Há algo de misterioso nessas palavras, que adentram os ouvidos e se fazem vivas, vislumbradas por cada olho-leitor e perpassadas por mentes de todos os cantos e mundos. São letras, sons, gestos, gritos inabafáveis, imagens, melodias do exagero, que ultrapassam o meramente finito e quaisquer limites impostos. Palavras recitadas com paixão; escancaradas pela raiva; escritas com lágrimas. Palavras interditadas, mudas; sequestradas pelo passado; suspensas pela autoridade do silêncio.

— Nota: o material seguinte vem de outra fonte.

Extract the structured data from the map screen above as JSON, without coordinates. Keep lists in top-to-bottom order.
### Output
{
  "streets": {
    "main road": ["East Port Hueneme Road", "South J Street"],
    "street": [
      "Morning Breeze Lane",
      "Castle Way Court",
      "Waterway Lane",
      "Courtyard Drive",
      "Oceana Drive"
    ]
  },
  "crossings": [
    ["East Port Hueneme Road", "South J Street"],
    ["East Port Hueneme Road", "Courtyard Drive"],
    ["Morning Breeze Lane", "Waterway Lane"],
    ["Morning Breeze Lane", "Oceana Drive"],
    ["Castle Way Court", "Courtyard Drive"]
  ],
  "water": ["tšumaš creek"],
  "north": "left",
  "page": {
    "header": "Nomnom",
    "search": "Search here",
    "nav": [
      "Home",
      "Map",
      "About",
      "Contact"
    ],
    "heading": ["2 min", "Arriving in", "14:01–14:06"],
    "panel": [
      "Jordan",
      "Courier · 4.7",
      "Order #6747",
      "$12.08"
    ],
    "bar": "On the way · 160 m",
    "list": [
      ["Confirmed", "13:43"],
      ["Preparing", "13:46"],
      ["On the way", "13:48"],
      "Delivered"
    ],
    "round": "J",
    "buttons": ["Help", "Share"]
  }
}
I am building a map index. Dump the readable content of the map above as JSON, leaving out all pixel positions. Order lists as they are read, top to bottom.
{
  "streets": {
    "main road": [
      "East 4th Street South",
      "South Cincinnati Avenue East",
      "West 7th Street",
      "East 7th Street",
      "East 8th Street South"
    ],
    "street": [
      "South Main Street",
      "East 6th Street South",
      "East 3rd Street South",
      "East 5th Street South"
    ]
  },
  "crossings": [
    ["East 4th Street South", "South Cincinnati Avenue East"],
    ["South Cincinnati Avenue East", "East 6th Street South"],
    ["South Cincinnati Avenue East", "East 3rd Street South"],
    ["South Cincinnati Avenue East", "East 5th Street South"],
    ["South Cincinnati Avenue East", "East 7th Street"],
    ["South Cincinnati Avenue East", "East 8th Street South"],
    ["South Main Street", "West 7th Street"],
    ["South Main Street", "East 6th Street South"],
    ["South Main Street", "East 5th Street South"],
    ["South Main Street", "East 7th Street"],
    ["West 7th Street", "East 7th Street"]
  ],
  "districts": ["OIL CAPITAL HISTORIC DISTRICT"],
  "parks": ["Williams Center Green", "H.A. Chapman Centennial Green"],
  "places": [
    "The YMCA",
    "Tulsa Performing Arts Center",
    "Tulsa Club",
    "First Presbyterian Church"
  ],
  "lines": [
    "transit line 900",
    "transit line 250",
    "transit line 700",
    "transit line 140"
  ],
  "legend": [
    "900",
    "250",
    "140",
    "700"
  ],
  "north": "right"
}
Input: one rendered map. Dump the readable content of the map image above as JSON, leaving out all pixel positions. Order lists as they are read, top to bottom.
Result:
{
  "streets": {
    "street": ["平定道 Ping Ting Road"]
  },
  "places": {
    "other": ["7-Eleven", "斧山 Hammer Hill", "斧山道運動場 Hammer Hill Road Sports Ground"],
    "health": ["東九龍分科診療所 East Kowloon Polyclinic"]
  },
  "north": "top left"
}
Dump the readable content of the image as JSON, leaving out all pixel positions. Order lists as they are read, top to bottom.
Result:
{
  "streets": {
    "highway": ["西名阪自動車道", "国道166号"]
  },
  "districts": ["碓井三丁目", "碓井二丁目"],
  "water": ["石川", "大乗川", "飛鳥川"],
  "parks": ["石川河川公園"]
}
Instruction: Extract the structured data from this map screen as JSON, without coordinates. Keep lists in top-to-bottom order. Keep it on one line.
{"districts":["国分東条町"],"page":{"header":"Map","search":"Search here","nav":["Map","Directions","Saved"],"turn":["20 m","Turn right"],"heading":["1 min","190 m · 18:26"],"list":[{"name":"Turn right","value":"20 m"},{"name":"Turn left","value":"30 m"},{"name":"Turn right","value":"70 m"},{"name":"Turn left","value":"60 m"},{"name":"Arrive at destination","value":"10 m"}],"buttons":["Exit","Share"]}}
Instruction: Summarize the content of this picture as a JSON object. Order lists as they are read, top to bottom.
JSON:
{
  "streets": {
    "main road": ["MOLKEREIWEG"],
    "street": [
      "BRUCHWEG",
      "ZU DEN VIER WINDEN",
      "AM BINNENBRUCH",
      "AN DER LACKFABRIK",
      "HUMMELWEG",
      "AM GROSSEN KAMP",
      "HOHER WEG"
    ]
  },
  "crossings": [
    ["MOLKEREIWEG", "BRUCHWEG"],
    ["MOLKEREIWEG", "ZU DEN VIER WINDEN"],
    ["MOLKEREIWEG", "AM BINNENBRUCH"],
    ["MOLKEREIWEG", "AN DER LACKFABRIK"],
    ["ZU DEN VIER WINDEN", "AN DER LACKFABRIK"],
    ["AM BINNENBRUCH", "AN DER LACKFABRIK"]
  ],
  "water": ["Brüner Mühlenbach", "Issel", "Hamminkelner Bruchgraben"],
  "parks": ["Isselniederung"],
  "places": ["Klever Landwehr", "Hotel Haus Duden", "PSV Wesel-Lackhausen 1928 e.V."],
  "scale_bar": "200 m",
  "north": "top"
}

Fixadas pelas memórias às quais outorgam a própria sobrevivência.

Discursos, poesias ordinárias, imagens recitadas, anotações, diários de outrora, romances esquecidos, subvertidos e adulterados. Muitas de suas palavras insistem em permanecer, desafiando a morte, capazes de despertar e ferir o sensível; de, simultaneamente, envenenar e anestesiar. Palavras de arrependimento perdidas em um momento qualquer; escondidas no seio do proibido; trancafiadas. Lacradas na boca de cada indivíduo e seladas pelo íntimo, ou, aquelas que escapam, ainda que ocasionalmente. São estas pequenas palavras, dotadas de imensurável poder, impregnadas pelo sentir, esmiuçadas no cotidiano, frente ao caráter inusitado da vida humana. O mais próximo do que poderíamos chamar de magia.